* _Material to process_
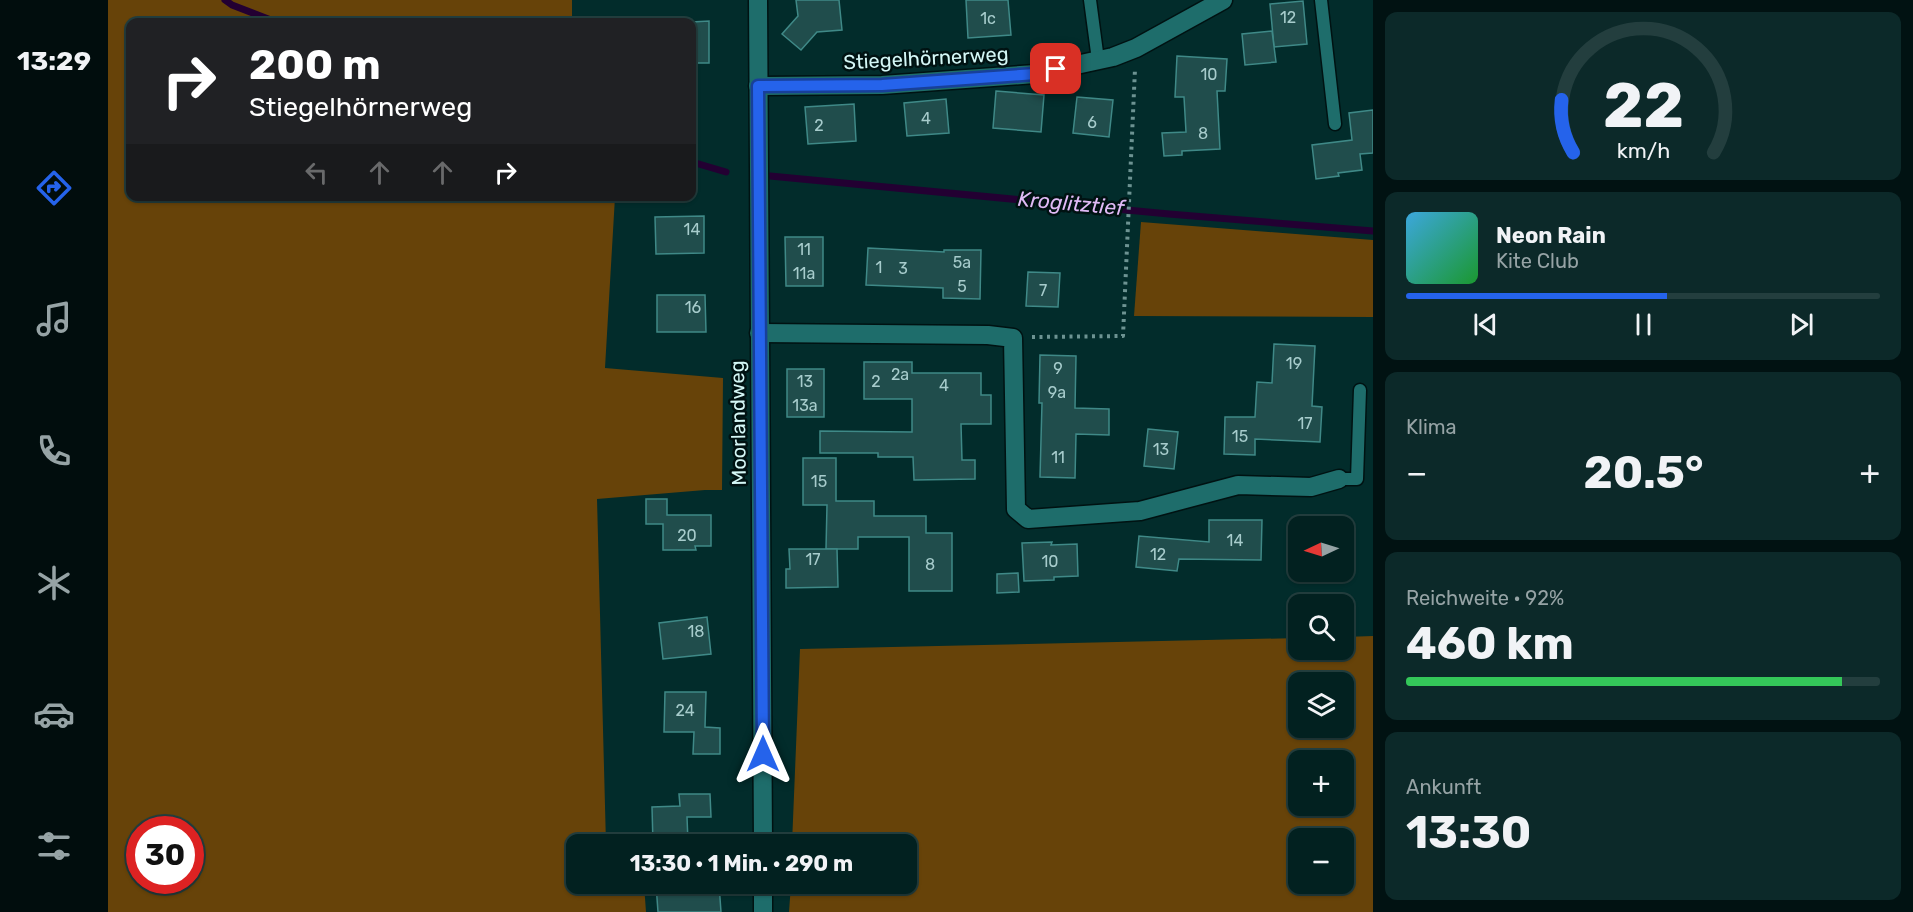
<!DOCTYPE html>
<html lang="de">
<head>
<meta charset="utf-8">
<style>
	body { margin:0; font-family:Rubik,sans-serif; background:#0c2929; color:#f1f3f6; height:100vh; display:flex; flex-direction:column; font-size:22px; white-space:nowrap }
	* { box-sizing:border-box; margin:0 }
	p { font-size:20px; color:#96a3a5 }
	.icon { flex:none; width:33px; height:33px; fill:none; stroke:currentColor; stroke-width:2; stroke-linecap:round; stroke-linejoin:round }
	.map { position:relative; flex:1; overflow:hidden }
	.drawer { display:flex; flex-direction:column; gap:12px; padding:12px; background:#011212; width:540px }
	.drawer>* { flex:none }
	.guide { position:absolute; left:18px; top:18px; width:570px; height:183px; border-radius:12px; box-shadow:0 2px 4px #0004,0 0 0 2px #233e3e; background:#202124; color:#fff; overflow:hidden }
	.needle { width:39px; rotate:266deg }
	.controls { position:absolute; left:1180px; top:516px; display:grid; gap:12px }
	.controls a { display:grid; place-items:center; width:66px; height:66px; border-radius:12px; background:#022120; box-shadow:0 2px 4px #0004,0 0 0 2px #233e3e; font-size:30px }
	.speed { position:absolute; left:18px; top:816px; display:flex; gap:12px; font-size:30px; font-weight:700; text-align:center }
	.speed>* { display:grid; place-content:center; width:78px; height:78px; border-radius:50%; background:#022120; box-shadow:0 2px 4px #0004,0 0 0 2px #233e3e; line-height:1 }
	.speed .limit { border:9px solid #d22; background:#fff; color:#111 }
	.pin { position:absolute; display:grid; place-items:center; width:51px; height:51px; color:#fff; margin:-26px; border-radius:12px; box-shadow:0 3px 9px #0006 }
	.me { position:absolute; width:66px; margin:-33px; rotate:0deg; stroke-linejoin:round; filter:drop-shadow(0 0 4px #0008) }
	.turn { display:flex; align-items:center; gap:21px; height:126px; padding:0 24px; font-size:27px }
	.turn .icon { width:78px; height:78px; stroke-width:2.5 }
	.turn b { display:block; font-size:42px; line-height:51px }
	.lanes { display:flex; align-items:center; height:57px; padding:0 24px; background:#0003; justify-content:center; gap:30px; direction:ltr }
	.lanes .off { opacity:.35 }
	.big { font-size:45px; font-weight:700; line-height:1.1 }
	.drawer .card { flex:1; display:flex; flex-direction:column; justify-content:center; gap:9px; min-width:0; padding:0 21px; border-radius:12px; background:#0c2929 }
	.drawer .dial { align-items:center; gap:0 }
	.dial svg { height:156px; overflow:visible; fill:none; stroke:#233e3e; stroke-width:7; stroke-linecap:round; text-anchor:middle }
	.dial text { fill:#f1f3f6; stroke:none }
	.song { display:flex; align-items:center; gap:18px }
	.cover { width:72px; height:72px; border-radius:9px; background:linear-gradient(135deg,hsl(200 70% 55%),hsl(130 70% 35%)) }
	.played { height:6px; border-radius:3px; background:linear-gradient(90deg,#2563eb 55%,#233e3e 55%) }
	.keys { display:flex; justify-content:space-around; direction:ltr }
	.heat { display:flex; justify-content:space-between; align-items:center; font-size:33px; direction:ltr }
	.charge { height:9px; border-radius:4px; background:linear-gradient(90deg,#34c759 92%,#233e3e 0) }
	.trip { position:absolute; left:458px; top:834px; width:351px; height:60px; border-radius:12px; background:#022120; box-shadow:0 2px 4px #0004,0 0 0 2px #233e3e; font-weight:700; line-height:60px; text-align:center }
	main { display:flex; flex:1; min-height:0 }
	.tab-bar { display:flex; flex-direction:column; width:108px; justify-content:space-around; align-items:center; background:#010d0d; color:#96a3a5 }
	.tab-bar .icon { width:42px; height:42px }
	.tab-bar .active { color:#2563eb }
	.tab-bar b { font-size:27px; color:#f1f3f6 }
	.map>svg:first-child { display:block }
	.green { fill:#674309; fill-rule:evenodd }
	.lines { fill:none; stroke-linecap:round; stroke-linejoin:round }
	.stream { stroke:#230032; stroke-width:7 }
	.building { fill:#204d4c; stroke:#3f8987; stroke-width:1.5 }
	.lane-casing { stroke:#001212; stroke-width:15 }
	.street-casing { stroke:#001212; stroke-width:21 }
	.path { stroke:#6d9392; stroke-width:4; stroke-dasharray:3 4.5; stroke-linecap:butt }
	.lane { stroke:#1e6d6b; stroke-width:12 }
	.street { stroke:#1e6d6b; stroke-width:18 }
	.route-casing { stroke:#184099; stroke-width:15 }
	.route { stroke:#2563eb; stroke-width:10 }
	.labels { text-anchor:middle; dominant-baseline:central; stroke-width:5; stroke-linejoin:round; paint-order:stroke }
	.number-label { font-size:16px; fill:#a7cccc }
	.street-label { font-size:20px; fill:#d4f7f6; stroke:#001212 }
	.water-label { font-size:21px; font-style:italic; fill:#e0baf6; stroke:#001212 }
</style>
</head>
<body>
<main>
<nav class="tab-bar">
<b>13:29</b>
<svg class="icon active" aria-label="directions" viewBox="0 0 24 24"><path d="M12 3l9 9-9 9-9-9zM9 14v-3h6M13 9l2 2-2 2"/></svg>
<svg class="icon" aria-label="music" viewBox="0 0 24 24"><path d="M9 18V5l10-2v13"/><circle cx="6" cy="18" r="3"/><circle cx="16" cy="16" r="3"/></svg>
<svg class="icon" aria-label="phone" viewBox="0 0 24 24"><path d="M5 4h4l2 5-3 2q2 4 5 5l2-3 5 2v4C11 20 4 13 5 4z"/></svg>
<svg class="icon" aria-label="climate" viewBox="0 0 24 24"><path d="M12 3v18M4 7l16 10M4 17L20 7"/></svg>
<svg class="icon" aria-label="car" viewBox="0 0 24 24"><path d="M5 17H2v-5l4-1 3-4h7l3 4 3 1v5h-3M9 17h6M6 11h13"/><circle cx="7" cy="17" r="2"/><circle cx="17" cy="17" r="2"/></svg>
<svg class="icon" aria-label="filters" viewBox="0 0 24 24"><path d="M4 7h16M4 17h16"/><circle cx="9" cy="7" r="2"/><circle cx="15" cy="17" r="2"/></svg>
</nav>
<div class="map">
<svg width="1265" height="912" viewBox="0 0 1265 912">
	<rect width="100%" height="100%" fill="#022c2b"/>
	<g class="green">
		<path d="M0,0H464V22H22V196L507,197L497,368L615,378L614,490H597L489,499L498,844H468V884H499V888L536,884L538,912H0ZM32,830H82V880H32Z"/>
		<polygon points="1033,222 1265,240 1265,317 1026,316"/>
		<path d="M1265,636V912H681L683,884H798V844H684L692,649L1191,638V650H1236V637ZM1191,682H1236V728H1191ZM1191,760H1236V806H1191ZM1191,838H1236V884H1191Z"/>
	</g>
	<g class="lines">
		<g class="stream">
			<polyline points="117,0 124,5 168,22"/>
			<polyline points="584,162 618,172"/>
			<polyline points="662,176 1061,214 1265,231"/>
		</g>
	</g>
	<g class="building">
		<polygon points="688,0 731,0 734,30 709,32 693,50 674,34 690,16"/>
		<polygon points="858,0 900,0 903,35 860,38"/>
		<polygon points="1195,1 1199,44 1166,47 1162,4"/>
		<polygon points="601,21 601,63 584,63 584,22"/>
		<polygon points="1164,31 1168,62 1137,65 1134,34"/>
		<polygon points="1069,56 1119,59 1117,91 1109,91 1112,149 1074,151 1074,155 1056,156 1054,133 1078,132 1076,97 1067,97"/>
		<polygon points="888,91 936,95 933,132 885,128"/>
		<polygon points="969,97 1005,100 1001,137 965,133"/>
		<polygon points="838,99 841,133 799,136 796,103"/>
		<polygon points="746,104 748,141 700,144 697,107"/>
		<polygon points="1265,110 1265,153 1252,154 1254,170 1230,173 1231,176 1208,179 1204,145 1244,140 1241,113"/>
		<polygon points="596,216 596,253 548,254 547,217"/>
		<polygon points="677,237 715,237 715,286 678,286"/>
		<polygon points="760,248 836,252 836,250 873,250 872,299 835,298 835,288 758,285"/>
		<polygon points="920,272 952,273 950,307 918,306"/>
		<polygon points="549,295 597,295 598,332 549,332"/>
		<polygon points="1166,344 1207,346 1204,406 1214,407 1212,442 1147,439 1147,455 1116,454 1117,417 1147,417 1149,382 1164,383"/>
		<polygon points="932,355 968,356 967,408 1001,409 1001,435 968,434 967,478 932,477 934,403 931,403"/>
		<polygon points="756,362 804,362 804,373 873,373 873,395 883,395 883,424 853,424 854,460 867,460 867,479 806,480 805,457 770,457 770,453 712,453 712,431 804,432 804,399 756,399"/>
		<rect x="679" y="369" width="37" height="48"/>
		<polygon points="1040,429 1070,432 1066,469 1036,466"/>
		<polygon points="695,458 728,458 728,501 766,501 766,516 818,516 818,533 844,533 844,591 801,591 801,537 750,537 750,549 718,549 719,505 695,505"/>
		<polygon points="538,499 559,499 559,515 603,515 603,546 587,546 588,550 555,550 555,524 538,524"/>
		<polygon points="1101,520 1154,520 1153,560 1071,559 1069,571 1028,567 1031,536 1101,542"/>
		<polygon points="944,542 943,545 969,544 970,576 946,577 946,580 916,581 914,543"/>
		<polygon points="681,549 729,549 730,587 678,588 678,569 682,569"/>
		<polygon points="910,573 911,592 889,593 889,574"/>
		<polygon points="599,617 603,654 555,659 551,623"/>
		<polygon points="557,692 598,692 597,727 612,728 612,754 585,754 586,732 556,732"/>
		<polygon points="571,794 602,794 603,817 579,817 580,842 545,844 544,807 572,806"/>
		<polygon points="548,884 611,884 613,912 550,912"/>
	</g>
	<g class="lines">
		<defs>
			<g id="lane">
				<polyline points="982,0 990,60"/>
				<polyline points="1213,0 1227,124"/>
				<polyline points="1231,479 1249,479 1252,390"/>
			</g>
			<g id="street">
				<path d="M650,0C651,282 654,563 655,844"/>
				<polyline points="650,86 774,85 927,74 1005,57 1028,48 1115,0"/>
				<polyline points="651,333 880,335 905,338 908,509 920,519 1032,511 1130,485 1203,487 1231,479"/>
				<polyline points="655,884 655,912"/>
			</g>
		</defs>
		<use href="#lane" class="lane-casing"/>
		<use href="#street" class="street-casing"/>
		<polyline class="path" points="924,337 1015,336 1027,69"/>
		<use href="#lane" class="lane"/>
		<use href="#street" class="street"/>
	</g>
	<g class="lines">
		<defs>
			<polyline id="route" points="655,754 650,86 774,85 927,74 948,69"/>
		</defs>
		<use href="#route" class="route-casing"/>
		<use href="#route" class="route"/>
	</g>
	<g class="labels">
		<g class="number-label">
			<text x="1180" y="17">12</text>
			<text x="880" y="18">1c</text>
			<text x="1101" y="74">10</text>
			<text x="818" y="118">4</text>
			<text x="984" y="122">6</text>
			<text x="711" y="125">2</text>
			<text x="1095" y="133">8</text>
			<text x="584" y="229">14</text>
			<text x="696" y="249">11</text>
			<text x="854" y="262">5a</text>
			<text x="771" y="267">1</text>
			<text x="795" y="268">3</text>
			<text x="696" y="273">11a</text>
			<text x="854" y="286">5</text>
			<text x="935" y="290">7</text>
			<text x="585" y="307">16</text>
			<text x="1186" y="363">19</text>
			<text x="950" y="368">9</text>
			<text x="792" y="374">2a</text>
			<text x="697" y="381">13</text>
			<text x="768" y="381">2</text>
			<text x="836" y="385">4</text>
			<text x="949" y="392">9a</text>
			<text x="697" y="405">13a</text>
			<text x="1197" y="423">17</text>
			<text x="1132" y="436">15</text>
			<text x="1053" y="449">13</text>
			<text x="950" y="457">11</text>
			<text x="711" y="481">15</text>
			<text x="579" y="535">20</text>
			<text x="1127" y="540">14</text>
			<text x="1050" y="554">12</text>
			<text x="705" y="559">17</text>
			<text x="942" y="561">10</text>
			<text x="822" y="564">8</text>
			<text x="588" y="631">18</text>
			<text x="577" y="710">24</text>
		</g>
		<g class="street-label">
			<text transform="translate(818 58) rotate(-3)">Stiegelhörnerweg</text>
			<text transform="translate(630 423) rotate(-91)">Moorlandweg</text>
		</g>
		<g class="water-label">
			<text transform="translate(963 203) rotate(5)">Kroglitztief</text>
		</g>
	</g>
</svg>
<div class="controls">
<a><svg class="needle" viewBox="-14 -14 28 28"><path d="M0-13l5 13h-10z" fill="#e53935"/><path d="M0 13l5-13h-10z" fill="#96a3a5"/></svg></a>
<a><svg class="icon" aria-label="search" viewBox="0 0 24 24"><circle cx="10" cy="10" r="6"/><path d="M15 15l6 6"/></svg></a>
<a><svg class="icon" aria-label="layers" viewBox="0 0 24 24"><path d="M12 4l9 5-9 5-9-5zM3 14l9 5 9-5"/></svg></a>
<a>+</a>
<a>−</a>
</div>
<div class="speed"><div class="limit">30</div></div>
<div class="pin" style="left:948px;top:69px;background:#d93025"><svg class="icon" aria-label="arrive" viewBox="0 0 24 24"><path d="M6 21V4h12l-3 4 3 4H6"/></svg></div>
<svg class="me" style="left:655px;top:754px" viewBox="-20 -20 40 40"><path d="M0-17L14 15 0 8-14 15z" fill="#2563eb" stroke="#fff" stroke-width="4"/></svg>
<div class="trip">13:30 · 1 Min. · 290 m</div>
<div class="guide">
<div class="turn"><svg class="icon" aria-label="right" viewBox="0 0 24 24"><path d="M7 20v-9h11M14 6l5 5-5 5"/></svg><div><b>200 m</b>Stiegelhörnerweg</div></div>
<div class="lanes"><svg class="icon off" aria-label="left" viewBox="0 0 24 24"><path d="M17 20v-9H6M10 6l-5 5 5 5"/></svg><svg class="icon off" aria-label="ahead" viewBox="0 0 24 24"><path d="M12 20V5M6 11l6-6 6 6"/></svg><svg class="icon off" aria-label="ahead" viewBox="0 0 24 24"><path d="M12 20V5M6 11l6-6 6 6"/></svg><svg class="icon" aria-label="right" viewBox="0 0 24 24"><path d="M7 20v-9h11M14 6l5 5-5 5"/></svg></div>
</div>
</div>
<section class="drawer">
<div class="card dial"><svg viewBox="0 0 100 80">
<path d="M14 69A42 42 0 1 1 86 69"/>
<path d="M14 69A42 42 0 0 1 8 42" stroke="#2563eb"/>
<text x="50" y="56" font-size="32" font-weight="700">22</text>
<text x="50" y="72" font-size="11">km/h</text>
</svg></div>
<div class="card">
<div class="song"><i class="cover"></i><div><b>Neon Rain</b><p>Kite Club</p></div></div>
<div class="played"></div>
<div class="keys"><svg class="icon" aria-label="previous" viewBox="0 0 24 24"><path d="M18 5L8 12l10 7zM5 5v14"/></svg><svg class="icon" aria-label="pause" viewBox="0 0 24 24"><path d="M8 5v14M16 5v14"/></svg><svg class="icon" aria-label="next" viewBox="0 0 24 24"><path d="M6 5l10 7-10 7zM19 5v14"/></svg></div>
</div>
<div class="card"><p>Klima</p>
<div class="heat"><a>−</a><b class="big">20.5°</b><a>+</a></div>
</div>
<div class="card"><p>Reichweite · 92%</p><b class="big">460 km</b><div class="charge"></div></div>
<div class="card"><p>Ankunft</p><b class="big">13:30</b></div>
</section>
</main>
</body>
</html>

* _Your task_
Look through the records and count each line that holds "speed". Write only the total.

* _The answer_
4